Corporal Punishment In Schools Must End
By Jordan Riak, The New York Times letters column, January 11, 1989

To the Editor:

According to figures released by the Boston-based national Coalition of Advocates for Students, 5.22 percent of black schoolchildren in the United States are legally physically beaten by teachers while 2.28 percent of white schoolchildren are thus abused.

The disparity cannot be explained, I believe, except by acknowledging that the practice of corporal punishment in schools is tied to bigotry. If there Is another explanation, or indeed a reasonable explanation why both numbers should not be zero, I have yet to hear it.

The failure by the Federal Government to address the fundamental right of schoolchildren to be safe from the imposition of physical torture constitutes a gross, and unconscionable, abrogation of moral responsibility. Every excuse given for Federal noninterference with the system's violence against American schoolchildren is a lame excuse.

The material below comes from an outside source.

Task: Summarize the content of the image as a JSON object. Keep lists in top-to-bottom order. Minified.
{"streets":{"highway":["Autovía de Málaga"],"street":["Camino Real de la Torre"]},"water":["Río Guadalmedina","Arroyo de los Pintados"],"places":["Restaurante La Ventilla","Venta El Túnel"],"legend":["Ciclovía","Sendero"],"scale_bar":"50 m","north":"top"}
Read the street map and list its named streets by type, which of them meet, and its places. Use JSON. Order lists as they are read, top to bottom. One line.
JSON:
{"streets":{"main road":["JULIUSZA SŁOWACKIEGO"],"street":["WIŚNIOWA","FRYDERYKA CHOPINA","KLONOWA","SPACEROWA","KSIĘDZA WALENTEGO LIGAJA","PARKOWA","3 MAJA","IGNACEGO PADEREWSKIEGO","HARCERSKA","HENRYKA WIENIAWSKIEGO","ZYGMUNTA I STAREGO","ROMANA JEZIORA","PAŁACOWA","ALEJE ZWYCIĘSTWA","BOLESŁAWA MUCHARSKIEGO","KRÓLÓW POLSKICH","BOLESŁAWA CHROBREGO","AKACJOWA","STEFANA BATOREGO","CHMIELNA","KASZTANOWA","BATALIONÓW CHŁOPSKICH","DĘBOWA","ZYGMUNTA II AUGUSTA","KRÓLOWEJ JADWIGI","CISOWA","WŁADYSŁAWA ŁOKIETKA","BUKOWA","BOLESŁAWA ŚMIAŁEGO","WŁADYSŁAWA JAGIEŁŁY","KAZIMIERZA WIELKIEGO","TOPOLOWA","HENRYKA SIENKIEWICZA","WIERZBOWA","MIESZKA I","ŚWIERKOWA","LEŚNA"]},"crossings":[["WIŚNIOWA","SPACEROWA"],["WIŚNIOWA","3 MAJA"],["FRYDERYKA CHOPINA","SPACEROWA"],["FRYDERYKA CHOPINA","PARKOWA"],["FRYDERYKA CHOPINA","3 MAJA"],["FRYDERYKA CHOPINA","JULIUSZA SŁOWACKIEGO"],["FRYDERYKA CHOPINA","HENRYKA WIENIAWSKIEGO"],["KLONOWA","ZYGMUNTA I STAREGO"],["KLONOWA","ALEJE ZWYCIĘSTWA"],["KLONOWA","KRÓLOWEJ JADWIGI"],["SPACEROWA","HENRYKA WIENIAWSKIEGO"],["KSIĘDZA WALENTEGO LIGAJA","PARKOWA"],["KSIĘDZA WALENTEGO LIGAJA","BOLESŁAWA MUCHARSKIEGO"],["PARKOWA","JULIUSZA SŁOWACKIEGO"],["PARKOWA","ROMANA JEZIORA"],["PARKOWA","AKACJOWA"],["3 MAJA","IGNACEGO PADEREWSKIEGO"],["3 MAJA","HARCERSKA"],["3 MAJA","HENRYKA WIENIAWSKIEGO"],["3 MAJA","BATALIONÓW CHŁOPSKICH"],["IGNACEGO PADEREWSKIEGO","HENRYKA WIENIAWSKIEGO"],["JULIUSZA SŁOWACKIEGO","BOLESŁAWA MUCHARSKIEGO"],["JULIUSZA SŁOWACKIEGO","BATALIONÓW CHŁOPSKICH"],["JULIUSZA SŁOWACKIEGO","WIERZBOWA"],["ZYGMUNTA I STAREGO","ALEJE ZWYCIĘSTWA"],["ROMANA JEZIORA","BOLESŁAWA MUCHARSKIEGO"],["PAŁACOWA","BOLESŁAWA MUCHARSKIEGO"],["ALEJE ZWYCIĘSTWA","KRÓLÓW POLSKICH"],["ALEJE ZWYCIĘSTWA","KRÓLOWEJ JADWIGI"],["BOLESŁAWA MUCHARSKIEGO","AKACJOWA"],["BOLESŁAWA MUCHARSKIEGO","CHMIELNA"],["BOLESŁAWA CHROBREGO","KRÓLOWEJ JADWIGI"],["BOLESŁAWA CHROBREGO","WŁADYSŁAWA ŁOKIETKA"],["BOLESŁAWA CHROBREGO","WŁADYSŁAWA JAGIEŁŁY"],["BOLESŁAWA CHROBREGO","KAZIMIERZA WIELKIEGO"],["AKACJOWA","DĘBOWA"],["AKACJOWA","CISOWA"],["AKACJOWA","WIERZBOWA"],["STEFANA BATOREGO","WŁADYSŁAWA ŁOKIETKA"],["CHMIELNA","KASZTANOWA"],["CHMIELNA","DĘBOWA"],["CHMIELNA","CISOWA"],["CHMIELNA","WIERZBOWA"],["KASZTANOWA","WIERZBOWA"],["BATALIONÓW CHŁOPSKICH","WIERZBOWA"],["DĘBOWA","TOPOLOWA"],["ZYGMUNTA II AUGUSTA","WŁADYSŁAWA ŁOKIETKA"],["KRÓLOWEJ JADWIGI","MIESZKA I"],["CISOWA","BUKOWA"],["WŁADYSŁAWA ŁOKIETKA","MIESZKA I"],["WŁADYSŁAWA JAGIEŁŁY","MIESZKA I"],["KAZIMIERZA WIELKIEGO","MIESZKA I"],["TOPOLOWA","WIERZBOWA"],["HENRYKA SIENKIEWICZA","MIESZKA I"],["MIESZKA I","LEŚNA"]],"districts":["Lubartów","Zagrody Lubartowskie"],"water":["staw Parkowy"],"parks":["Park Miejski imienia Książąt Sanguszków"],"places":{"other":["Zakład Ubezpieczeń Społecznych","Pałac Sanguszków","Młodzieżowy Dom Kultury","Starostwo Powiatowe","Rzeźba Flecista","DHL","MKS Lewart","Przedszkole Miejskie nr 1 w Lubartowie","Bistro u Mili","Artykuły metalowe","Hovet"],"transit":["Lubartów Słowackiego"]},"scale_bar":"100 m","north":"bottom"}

It is to be hoped that Secretary of Education Lauro F. Cavazos, the first Hispanic American to hold a cabinet post, will assert the authority of his office to end corporal punishment in the 38 states that still allow it and thereby bring the United States into line with all other civilized nations in this matter.

Jordan Riak
Danville, California
The writer is executive director of Parents and Teachers Against Violence in Education.